**ABOUT THIS TASK:** Omit all pictures. Reproduce exactly the lines from the first line of the records below through the line with "ctx.font = font".

Records from a collection:
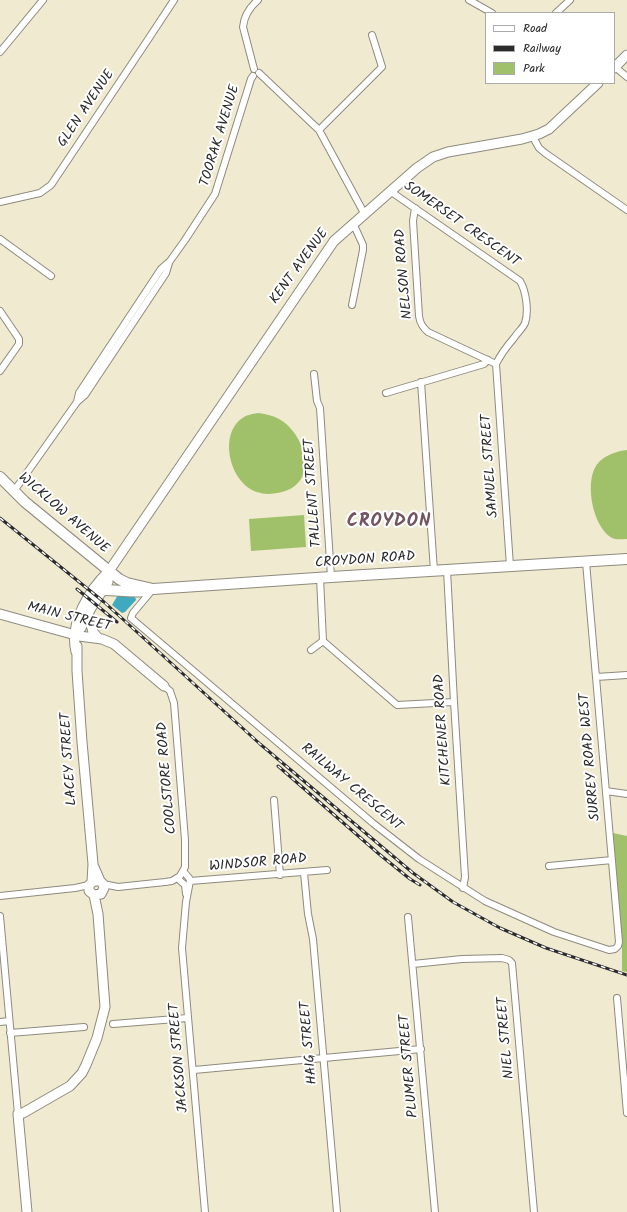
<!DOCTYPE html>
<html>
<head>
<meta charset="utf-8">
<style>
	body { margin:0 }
	#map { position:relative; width:627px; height:1212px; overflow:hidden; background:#f0ead1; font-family:Kalam,sans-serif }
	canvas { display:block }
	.legend { position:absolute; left:485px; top:12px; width:130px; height:72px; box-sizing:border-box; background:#fff; border:1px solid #aaa; margin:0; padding:5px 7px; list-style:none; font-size:12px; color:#2b2b2b }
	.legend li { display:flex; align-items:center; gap:8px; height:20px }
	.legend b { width:20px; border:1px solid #aaa }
</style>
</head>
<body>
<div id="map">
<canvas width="627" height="1212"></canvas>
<ul class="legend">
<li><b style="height:5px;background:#fff"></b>Road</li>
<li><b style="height:5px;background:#2b2b2b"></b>Railway</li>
<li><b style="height:11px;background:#a0c169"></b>Park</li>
</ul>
</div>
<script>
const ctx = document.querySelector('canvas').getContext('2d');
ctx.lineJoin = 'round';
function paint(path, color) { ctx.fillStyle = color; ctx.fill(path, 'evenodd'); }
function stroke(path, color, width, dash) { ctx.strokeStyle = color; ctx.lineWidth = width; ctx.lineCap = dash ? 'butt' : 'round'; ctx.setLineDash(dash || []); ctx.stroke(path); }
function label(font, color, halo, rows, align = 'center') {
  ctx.font = font + ' Kalam,sans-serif'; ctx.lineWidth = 4; ctx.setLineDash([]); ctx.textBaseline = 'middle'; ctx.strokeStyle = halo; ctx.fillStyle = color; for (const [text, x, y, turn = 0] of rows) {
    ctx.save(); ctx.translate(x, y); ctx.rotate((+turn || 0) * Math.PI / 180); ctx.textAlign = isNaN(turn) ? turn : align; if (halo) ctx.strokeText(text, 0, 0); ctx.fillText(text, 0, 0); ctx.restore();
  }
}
paint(new Path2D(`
	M258 413C265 414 272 415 279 419 305 433 320 483 282 492 274 494 265 495 257 492 231 484 218 437 241 419 246 415 252 414 258 413Z
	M627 450V539C622 539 616 540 612 538 592 527 583 478 599 462 606 455 617 451 627 450Z
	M304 515 306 547 251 551 249 519Z
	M613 833 627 836V972L622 971V948Z`), '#a0c169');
paint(new Path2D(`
	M118 595H120L135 597 136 600 125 612 122 613 112 605Z`), '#3faabe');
const street = new Path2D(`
	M469 0 492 13
	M556 13 570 0
	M0 52 43 0
	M615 67 627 77
	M254 69 243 27C244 16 250 7 258 0
	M259 73 319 130 364 213
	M319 130 382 67 372 35
	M533 137 539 148 545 153 627 210
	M390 191 520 281C526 291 529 311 525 323 523 328 517 333 514 338 507 346 501 354 496 364
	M0 202 40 193 51 185 149 38 174 0
	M415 208 413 221 419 316C420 323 422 327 428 332L496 364
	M0 239 51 276
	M352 305 363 250V245L353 223
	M0 311 19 339V344L0 371
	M496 364 510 566
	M314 374 317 401 320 408 331 577
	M421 382 434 571
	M386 393 484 364 488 360
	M77 402 79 393 161 269 170 261 185 240 215 194 251 79 253 76
	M14 491 77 402 85 395 166 273 169 263
	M447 570 454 702 465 877 463 888
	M320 578 323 641 397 705 454 702
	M153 589 133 613 131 618 374 824 419 859 485 901 554 932 609 950 615 949 618 946 619 942 586 562
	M311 650 323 641
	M596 677 627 675
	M606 791 627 794
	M274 800 280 875
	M549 866 612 860
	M183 871 189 878 190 881 186 902 182 948 205 1212
	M304 873 308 914 313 939 337 1212
	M177 878 185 885 186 894
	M190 881 327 870
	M103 884 118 887 165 882 172 881 180 876 185 867V840L174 703 170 691 164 686
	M0 896 75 888 89 885
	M0 916 18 1114
	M408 917 435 1212
	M413 964 462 959 502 958 509 960 512 963 534 1212
	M617 998 627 1113
	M0 1022 9 1021
	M113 1024 188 1018
	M10 1033 84 1027
	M194 1070 421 1049`);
const secondary = new Path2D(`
	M614 68 627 55
	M88 613 93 632 98 638
	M0 614 79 636 102 639 114 644 164 686
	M81 628 91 608 108 582 109 571
	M77 646V671L82 742 93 864 92 882
	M76 652C69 623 89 590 109 571L334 241 417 168 433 157 448 152 522 139 539 134 549 129 598 83
	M94 867 100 881 103 884 104 888 101 894 94 895 89 891V885L94 881H100
	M27 1212 18 1114 23 1113 70 1086 82 1073 86 1065 97 1038 105 1007 98 914 94 895`);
const primary = new Path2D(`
	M0 477 25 502 119 579 127 583 153 589 331 577 627 559
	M104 590C118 590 131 593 145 591`);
stroke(street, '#8e8a7e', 8);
stroke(secondary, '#8e8a7e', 11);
stroke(primary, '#8e8a7e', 12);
stroke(street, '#fff', 6);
stroke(secondary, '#fff', 9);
stroke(primary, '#fff', 10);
const rail = new Path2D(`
	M0 518 104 602 260 744 413 873 453 902 500 928 546 948 627 975
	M77 589 117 622
	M278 766 379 854 410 879 420 885`);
stroke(rail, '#2b2b2b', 3);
stroke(rail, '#fff', 1.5, [4.5]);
label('14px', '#2b2b2b', '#fff', [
	["GLEN AVENUE",87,109,-56],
	["TOORAK AVENUE",221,136,-73],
	["SOMERSET CRESCENT",461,225,35],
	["KENT AVENUE",300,267,-54],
	["NELSON ROAD",405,274,-95],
	["SAMUEL STREET",491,466,-94],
	["TALLENT STREET",314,493,-94],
	["WICKLOW AVENUE",63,514,41],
	["CROYDON ROAD",365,561,-4],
	["MAIN STREET",69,618,14],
	["KITCHENER ROAD",444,730,-94],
	["SURREY ROAD WEST",591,757,-95],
	["LACEY STREET",70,759,-94],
	["COOLSTORE ROAD",168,778,-95],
	["RAILWAY CRESCENT",351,788,40],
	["WINDSOR ROAD",258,864,-5],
	["NIEL STREET",507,1038,-95],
	["HAIG STREET",310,1043,-95],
	["JACKSON STREET",180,1058,-95],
	["PLUMER STREET",410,1066,-95]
]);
ctx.letterSpacing = '1px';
label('bold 18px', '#735560', '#fff', [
	["CROYDON",389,523]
]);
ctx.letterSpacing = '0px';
</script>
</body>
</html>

**YOUR RESPONSE:**
<!DOCTYPE html>
<html>
<head>
<meta charset="utf-8">
<style>
	body { margin:0 }
	#map { position:relative; width:627px; height:1212px; overflow:hidden; background:#f0ead1; font-family:Kalam,sans-serif }
	canvas { display:block }
	.legend { position:absolute; left:485px; top:12px; width:130px; height:72px; box-sizing:border-box; background:#fff; border:1px solid #aaa; margin:0; padding:5px 7px; list-style:none; font-size:12px; color:#2b2b2b }
	.legend li { display:flex; align-items:center; gap:8px; height:20px }
	.legend b { width:20px; border:1px solid #aaa }
</style>
</head>
<body>
<div id="map">
<canvas width="627" height="1212"></canvas>
<ul class="legend">
<li><b style="height:5px;background:#fff"></b>Road</li>
<li><b style="height:5px;background:#2b2b2b"></b>Railway</li>
<li><b style="height:11px;background:#a0c169"></b>Park</li>
</ul>
</div>
<script>
const ctx = document.querySelector('canvas').getContext('2d');
ctx.lineJoin = 'round';
function paint(path, color) { ctx.fillStyle = color; ctx.fill(path, 'evenodd'); }
function stroke(path, color, width, dash) { ctx.strokeStyle = color; ctx.lineWidth = width; ctx.lineCap = dash ? 'butt' : 'round'; ctx.setLineDash(dash || []); ctx.stroke(path); }
function label(font, color, halo, rows, align = 'center') {
  ctx.font = font + ' Kalam,sans-serif'; ctx.lineWidth = 4; ctx.setLineDash([]); ctx.textBaseline = 'middle'; ctx.strokeStyle = halo; ctx.fillStyle = color; for (const [text, x, y, turn = 0] of rows) {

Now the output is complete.